Tuesday, September 8, 2009

First Real Ramble for September

So I'm going to just blop out some thoughts that have been swirling around in my head this past week, and try to limit myself to just a few sentences each.

I firmly believe now that cell phones and texting are leading people to be less and less connected to what is going on around them. There seems to be this fear of silence, of just having time to think.

The media no longer makes people prove or support their claims. For any information put out by groups or individuals, when the media brings these people on they should question the basis for the claims. Anyone who has a valid argument or idea should be able to walk us through the steps that got them there, and clarify what is based on concrete evidence, and what is speculative. Instead all claims are published and given equal validity and not questioned as they should be.

During the past 10 years I feel like I've seen tactics previously used by the Soviet Union adopted in the US. Disinformation, torture, the inability to challenge your own detention, indefinite detention. We denounced these tactics then and they were part of the reason we held the high ground in the Cold War. I firmly believe the ends do not justify the means.

My 70 year old mother's car was defaced because it had an ACLU sticker on it.

Saw for the first time one of the nebulas in Orion with our telescope with my 10 year old son.

I've listened to the history of the 5 great religions: Christianity, Judaism, Islam, Hinduism, Buddhism. In all cases if individuals lived by the philosophy if their religions, the world would be a beautiful place. But what became apparent is that the vast majority of adherents of these religions do not do that.

Every US citizen should live outside the US for 2 years to avoid the myopia that develops from growing up in the most amazing and privileged country in the world. I think people have no idea how good they have it here, but also have an unbalanced perspective because they've never lived anywhere else. Everyone would learn a lot by living outside the US for a couple of years.

I get teary-eyed every time I hear the national anthem. I served my country for 6.5 years during the Cold War and feel very strongly about that. And I'm a liberal.

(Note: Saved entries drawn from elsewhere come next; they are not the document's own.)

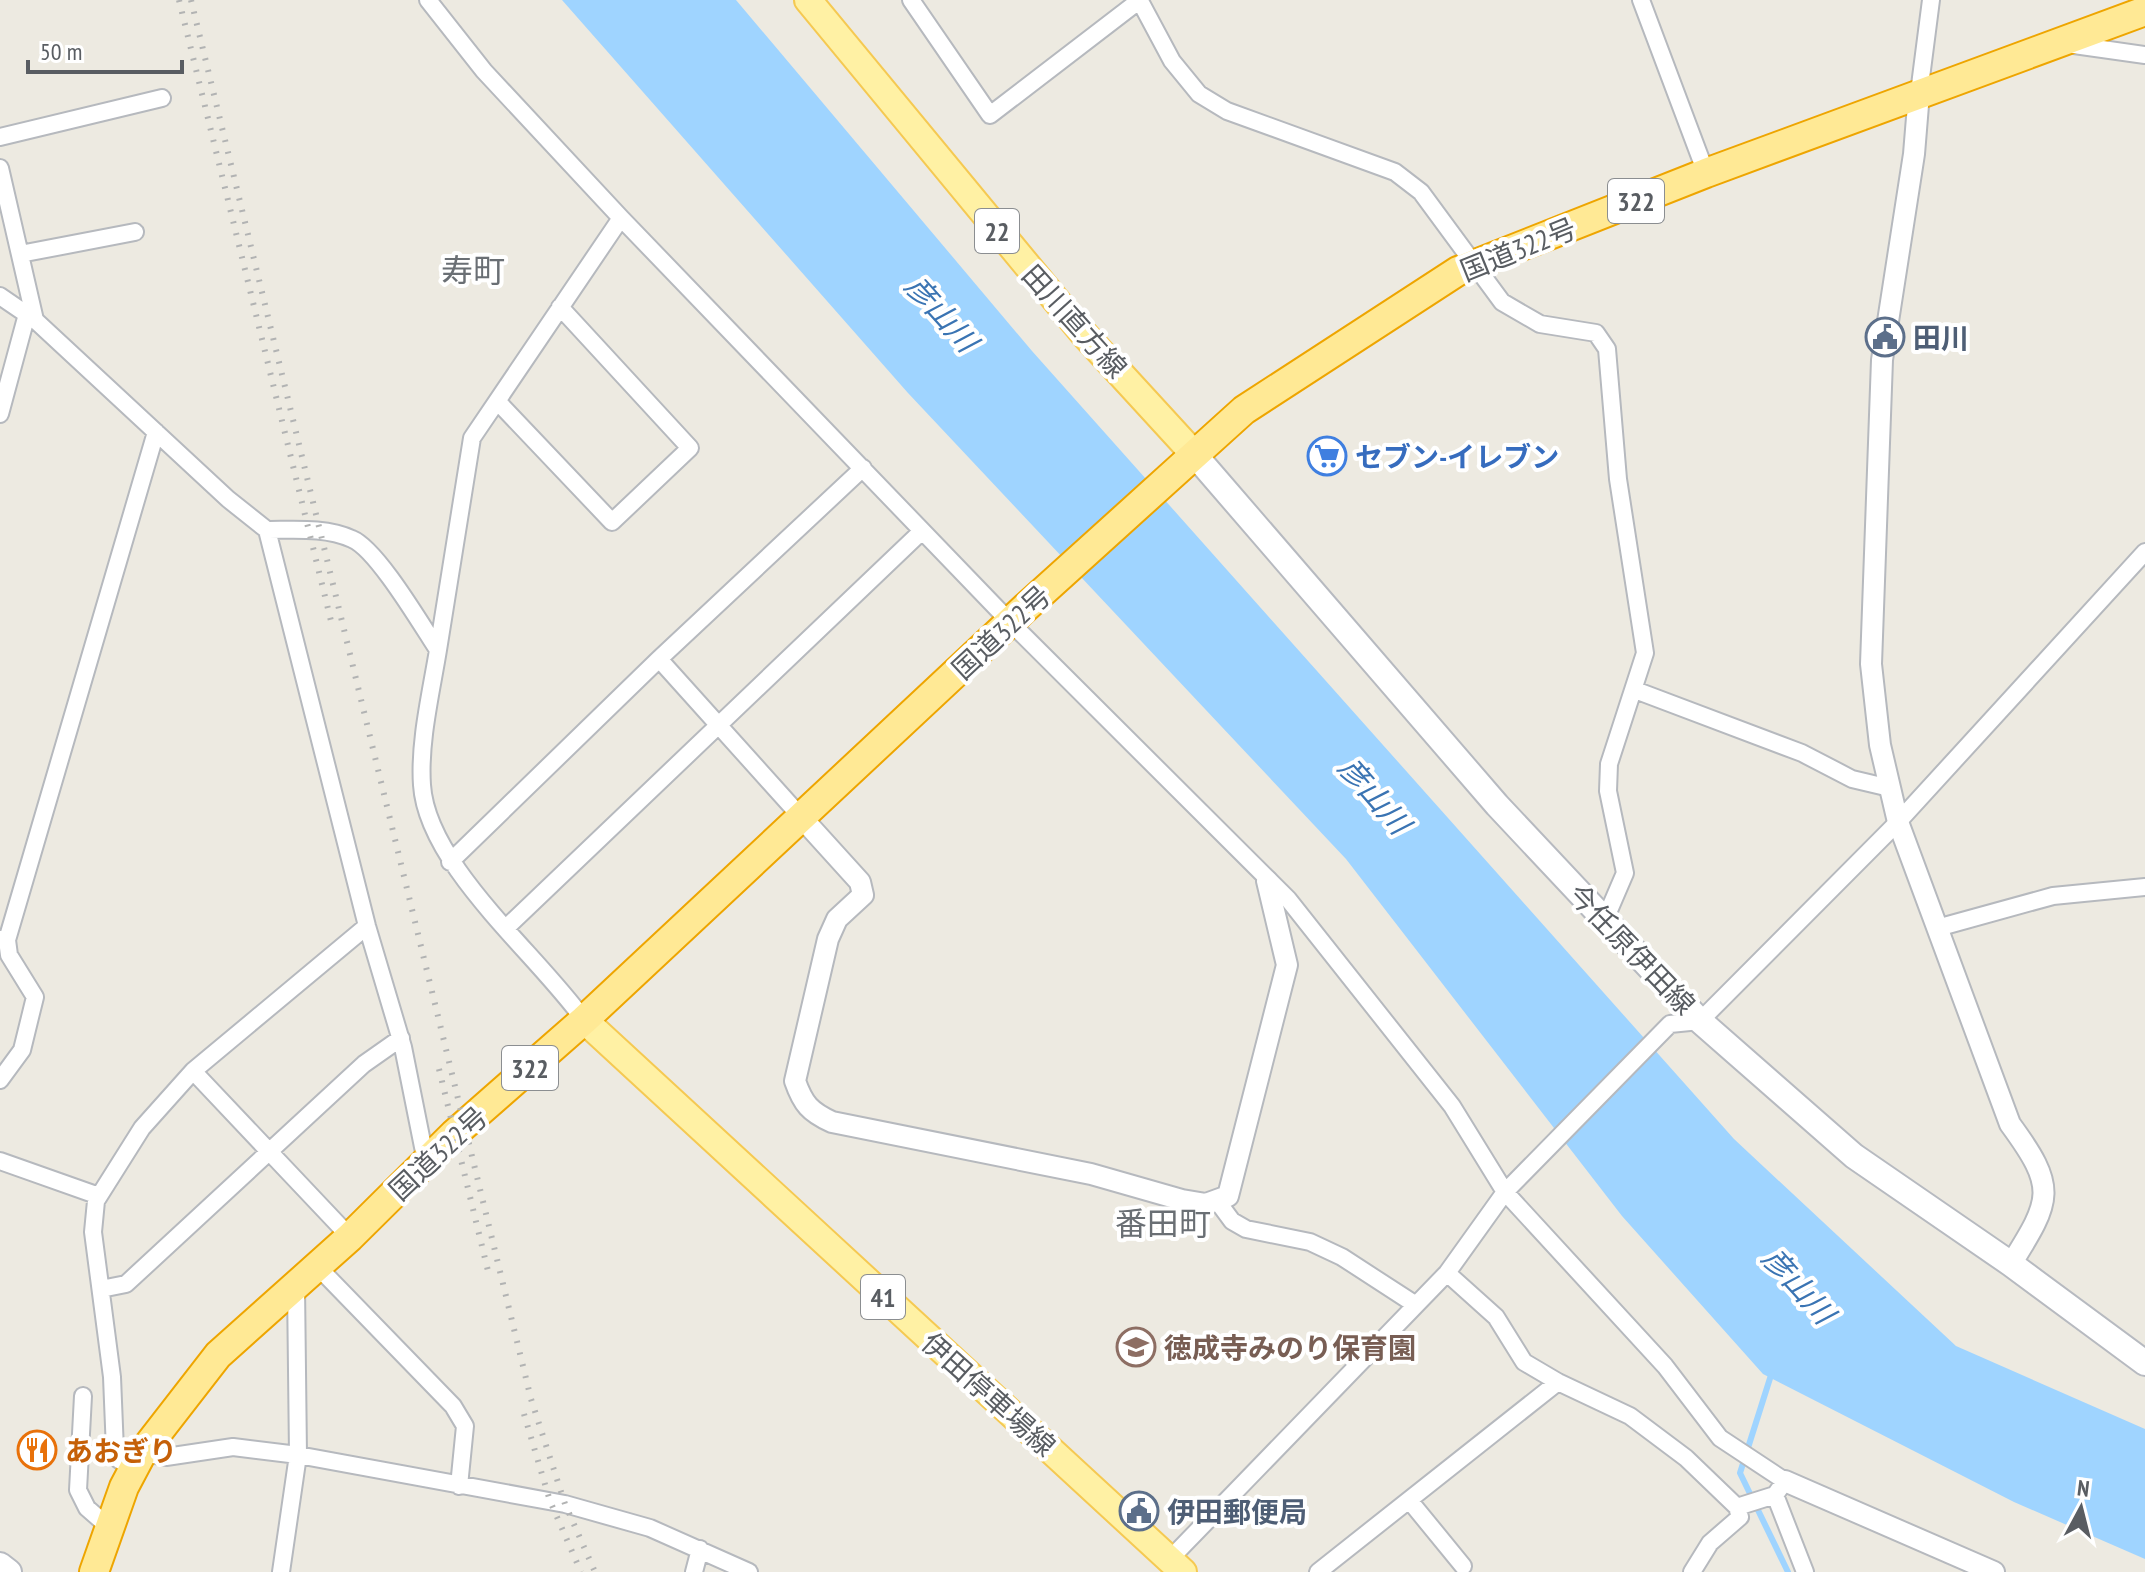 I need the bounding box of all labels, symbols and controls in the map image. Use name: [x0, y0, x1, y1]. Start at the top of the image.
scale bar: [28, 24, 182, 74]
text: 50 m: [40, 36, 82, 67]
road number: 322: [1608, 179, 1664, 223]
road number: 22: [975, 209, 1019, 253]
street label: 国道322号: [1455, 209, 1581, 289]
district label: 寿町: [441, 249, 505, 291]
street label: 田川直方線: [1014, 257, 1136, 385]
water label: 彦山川: [897, 267, 989, 362]
public building icon: 田川: [1864, 316, 1906, 358]
place label: 田川: [1913, 319, 1969, 356]
supermarket icon: セブン-イレブン: [1306, 435, 1348, 477]
place label: セブン-イレブン: [1355, 438, 1559, 475]
street label: 国道322号: [944, 577, 1058, 687]
water label: 彦山川: [1331, 748, 1421, 844]
street label: 今任原伊田線: [1560, 876, 1704, 1022]
road number: 322: [502, 1046, 558, 1090]
street label: 国道322号: [381, 1098, 495, 1208]
district label: 番田町: [1115, 1202, 1211, 1244]
water label: 彦山川: [1754, 1239, 1846, 1334]
road number: 41: [861, 1275, 905, 1319]
street label: 伊田停車場線: [914, 1324, 1064, 1464]
school or university icon: 徳成寺みのり保育園: [1115, 1326, 1157, 1368]
place label: 徳成寺みのり保育園: [1164, 1329, 1416, 1366]
restaurant icon: あおぎり: [16, 1429, 58, 1471]
place label: あおぎり: [65, 1432, 177, 1469]
north arrow: [2041, 1468, 2121, 1548]
text: N: [2076, 1474, 2091, 1503]
public building icon: 伊田郵便局: [1118, 1490, 1160, 1532]
place label: 伊田郵便局: [1167, 1493, 1307, 1530]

Being liberal doesn't exclude being patriotic.

I've come to the conclusion that people who try so hard to force their views down other people's throats, basically feel like it's my way or the highway are fundamentally insecure in their beliefs. They only way they can feel their beliefs are valid is if everyone else believes the same thing. That their belief must be "right" and all others "wrong."

Most people operate with good intent. Even those I disagree with. :)

So those are just a few of the things I've thought about the past week! Couldn't quite limit to a couple sentences with some, and some of these may end up being fodder for longer blog entries later. My hope is that at least they're food for thought for anyone who reads this as well.